2. Before proceeding further, it is deemed apposite to note the relevant facts in nutshell.
3. The workmen approached the Labour Department, GNCTD and claimed to be employed with the petitioner, alleging that the management is running a garment industry involving garment fabrication and export. It was claimed that the management had various factory units in Delhi where more than 500 workers were employed. It was claimed that the workers were not provided with any appointment letter, provident fund or ESI benefits. The ESI cards provided to some of the workmen deliberately carried incorrect joining dates. The conciliation not being fruitful, the following reference was made to the Tribunal:- “...Whether the transfer of S/Sh. Tarkeshwar Singh s/o Late Sh. Babu Ram and 418 others as shown in Annexure A (27-pages) from Delhi Units to 173-174, Sector-S, IMT, Manesar, Haryana is legal and/or justified and if not, whether it amounts to lockout and if so, to what relief the workmen are entitled, including the wages for the lockout period?...”

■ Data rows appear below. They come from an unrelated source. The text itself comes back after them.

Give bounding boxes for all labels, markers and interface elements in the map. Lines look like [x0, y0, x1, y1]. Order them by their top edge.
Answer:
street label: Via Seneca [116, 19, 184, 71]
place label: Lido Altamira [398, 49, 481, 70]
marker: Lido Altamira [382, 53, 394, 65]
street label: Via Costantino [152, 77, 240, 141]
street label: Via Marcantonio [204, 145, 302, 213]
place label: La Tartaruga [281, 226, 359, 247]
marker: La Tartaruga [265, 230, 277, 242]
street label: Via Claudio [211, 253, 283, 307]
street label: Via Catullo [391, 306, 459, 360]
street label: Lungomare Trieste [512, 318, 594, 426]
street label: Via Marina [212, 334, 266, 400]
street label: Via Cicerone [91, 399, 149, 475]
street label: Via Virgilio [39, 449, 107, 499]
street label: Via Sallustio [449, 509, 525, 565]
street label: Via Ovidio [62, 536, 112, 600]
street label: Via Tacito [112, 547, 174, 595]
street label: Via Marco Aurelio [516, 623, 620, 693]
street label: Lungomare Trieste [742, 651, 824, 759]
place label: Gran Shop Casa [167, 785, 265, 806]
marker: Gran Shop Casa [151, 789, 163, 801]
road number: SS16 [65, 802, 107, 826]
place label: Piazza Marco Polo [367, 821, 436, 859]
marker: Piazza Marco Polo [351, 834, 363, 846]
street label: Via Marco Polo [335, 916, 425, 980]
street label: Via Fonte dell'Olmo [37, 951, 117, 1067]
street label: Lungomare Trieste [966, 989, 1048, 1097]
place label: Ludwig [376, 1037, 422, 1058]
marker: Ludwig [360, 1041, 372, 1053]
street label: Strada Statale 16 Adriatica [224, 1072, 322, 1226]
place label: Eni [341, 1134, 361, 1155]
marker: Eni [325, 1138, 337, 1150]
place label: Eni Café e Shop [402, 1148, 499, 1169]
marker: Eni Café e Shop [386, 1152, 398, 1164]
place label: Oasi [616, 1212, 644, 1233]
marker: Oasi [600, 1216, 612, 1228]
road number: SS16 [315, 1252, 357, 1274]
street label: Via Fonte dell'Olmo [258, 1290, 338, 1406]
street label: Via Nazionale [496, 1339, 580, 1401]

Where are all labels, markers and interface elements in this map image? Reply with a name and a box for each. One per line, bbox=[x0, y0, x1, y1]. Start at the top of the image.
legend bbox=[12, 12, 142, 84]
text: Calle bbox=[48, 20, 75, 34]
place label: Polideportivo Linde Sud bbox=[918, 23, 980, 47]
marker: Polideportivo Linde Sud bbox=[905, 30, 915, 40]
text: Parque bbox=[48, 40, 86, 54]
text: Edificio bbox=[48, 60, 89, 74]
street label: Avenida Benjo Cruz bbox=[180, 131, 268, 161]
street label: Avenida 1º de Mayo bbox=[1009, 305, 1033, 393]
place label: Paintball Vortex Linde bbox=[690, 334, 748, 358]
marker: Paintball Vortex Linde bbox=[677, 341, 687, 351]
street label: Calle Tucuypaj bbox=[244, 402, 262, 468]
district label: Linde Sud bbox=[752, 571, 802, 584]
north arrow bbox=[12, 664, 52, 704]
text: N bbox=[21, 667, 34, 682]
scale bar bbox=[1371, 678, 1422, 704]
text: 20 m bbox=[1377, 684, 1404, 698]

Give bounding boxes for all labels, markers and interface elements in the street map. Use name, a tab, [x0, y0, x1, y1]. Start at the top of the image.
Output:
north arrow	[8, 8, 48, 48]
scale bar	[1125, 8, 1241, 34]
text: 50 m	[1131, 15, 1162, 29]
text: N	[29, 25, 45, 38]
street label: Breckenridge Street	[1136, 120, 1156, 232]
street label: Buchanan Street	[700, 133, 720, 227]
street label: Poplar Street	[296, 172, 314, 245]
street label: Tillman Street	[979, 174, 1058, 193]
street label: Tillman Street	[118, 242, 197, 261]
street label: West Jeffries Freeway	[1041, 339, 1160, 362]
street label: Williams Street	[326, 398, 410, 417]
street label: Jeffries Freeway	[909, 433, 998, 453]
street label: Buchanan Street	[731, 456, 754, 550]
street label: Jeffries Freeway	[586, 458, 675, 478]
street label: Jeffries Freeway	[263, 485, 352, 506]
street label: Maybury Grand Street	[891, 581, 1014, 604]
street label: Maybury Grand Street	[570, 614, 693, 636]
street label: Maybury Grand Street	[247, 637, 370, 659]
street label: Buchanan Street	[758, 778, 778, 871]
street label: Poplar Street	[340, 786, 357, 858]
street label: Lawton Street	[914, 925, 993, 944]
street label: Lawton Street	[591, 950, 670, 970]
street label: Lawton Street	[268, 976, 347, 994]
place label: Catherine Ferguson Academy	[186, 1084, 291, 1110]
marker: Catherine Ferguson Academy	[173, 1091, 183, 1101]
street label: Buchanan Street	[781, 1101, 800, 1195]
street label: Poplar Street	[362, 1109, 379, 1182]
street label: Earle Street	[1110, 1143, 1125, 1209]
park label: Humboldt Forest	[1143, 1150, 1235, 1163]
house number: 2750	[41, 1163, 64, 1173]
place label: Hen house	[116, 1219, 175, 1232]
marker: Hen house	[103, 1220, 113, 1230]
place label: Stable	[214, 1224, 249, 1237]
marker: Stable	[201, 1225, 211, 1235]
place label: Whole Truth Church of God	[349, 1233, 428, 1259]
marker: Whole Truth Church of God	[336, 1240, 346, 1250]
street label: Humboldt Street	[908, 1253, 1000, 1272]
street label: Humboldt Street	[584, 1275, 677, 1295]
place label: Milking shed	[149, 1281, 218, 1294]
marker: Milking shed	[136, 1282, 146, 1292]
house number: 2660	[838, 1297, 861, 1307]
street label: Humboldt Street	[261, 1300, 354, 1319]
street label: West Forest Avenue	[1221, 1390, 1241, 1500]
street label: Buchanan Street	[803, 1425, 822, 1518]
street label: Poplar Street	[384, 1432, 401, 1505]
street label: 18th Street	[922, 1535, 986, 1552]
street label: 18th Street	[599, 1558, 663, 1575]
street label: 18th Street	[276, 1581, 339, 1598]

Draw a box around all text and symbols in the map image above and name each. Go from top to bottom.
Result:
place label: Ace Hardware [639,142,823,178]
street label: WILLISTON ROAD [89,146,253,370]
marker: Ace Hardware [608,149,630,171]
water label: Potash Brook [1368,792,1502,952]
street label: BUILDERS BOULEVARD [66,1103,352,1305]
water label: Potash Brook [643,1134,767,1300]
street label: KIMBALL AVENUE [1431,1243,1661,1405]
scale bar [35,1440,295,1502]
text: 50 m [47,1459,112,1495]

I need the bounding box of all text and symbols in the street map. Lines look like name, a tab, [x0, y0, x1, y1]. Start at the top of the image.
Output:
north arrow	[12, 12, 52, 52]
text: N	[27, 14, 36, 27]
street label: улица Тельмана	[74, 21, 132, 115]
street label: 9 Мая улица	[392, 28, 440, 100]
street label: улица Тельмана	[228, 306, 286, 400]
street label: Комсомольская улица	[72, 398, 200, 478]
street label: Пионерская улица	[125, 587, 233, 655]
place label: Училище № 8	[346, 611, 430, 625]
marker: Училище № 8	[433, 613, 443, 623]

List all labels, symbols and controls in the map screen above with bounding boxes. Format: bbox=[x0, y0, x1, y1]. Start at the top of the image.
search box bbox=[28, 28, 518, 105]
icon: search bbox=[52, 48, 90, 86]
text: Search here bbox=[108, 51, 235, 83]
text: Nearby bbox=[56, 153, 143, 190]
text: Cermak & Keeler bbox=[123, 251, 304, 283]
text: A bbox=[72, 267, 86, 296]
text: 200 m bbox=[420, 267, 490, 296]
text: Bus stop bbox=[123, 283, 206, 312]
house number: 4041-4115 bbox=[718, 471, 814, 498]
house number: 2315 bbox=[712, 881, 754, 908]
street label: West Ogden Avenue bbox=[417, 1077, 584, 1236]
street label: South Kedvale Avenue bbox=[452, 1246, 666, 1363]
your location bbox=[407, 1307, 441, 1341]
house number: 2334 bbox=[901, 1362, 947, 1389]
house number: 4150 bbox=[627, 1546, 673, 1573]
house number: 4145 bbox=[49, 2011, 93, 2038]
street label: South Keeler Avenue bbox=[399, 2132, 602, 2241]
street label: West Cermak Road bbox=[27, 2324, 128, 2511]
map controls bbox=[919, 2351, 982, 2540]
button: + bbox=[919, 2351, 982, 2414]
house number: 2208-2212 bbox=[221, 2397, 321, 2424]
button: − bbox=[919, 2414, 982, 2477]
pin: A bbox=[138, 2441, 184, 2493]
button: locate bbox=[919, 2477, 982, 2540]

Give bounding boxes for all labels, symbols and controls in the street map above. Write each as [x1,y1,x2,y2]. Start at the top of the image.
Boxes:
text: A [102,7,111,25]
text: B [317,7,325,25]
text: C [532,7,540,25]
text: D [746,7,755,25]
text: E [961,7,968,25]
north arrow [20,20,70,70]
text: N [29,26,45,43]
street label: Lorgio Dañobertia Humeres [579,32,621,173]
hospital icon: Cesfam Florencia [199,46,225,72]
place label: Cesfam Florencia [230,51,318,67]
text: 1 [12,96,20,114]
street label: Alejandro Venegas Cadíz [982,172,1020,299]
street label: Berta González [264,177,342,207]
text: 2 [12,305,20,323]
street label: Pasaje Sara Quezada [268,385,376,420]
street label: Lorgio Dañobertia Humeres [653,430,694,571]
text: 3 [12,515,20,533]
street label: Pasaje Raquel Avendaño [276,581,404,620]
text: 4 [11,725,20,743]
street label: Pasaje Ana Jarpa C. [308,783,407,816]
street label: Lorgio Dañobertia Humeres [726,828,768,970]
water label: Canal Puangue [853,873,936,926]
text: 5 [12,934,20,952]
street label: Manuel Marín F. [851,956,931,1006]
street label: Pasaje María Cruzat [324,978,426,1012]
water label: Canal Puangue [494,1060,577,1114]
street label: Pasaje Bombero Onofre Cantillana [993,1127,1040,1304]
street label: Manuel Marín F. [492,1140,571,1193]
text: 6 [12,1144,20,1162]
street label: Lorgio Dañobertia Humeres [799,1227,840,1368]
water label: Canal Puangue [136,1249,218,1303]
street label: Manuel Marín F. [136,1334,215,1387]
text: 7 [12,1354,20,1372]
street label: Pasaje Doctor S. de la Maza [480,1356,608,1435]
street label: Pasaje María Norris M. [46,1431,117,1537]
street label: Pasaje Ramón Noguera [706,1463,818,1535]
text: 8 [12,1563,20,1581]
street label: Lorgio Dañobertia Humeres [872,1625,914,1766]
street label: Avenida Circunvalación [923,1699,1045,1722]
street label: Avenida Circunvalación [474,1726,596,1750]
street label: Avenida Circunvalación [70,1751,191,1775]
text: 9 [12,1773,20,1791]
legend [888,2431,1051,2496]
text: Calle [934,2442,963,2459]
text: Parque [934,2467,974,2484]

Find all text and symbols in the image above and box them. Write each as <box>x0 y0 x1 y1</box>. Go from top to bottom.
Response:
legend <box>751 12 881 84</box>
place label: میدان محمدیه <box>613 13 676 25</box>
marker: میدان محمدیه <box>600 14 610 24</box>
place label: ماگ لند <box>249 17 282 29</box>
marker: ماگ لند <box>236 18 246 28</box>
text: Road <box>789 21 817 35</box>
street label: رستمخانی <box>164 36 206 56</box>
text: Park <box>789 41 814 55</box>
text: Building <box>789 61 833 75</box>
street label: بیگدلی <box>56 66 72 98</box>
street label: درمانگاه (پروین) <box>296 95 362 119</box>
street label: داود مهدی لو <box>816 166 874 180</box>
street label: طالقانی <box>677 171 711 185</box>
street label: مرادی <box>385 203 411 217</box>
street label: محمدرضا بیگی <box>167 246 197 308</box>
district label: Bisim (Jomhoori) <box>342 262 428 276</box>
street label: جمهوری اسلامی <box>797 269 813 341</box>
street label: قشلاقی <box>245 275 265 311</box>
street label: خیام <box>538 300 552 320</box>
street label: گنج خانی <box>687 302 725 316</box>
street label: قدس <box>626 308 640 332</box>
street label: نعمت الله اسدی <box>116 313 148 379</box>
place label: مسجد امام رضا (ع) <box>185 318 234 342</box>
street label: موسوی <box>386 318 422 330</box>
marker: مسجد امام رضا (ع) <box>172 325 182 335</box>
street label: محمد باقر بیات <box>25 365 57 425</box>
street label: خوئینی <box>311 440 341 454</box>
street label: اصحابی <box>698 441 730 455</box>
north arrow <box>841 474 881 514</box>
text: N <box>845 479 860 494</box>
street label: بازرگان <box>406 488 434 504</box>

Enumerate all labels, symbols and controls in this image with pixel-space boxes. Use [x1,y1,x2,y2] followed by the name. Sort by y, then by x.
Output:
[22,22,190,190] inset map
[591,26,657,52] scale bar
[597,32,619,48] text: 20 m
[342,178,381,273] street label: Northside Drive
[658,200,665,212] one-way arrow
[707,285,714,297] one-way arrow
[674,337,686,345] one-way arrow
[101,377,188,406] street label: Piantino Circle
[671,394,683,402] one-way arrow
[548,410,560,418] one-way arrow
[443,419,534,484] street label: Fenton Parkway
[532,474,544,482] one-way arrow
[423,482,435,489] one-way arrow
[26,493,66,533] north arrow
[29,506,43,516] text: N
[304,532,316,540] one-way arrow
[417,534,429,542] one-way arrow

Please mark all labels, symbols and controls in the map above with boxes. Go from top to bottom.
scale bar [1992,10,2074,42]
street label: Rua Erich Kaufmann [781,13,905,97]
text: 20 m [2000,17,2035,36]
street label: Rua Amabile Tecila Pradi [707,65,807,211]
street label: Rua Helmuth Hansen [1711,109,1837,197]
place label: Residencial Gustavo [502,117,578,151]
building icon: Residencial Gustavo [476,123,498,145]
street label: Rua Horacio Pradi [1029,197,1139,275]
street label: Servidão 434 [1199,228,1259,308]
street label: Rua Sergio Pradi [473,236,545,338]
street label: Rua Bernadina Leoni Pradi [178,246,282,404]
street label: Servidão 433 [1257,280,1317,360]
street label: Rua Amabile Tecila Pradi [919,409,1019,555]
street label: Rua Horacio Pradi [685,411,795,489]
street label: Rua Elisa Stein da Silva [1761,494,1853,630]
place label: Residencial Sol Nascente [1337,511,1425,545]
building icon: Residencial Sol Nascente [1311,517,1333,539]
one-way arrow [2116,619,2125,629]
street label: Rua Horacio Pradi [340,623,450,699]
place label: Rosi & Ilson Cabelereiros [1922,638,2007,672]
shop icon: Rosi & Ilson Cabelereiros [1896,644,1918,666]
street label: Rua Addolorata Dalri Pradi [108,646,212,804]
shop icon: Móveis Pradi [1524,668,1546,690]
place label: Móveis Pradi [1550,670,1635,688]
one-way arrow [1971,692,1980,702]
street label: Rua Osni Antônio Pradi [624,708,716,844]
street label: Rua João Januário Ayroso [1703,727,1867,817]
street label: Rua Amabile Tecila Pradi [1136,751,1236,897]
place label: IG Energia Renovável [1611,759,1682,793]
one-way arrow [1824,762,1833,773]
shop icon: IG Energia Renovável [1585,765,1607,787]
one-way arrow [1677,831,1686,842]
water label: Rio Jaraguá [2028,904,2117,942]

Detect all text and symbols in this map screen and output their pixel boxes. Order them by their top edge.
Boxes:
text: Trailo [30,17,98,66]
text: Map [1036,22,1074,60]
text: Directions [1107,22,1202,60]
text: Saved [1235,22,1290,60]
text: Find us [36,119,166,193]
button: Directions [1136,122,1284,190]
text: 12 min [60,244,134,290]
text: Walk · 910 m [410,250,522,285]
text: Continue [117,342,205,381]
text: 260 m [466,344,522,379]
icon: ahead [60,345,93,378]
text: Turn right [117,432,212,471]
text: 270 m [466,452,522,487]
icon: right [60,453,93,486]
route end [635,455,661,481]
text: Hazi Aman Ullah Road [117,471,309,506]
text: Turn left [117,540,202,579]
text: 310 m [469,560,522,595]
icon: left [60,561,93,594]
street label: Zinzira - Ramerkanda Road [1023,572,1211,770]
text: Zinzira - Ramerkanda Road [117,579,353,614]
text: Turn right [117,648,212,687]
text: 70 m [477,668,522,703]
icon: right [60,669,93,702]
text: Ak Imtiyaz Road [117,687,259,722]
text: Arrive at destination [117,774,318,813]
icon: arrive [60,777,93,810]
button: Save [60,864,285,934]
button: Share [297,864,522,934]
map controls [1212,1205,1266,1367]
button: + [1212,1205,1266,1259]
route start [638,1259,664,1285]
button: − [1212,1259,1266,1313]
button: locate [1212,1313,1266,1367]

4. In the statement of claim, it was further claimed that a complaint before the Provident Fund Department was filed on which, raid was conducted at the petitioner’s factory premises on 26.09.2007. In the raid, it was discovered that hundreds of workmen were found working, all of them were not covered under the PF Act. Within three days of the raid, the management perturbed by the sequence of events, put up a circular dated 29.09.2007 on the notice board wherein it was stated that the factory premises located at A-201, WHS, Kirti Nagar, New Delhi-15 were transferred to 173/174, Sector-5, IMT Manesar, Haryana. It was claimed by the management that the said relocation was done at the instance of the buyers. The workmen further claimed that the said transfer was only an unfair labour practice, carried out illegally to indirectly terminate the services of the workmen. The relocation to a different State required consent of the workmen, who were also to be adequately compensated. The new factory premises were about 60 kilometres away, which would have required not only extra time but also involve considerable transport expenses. Apparently, about 419 workmen joined the claim application.
5. The claim petition was resisted by the management.
6. Before this Court, it was submitted on behalf of the management that except 17 workmen, the claim of the others were duly settled. It is contended that on account of relocation, the workmen were adequately compensated by offering a sum of Rs.150 per month towards special allowance. The said amount was later revised to Rs.350/- per month.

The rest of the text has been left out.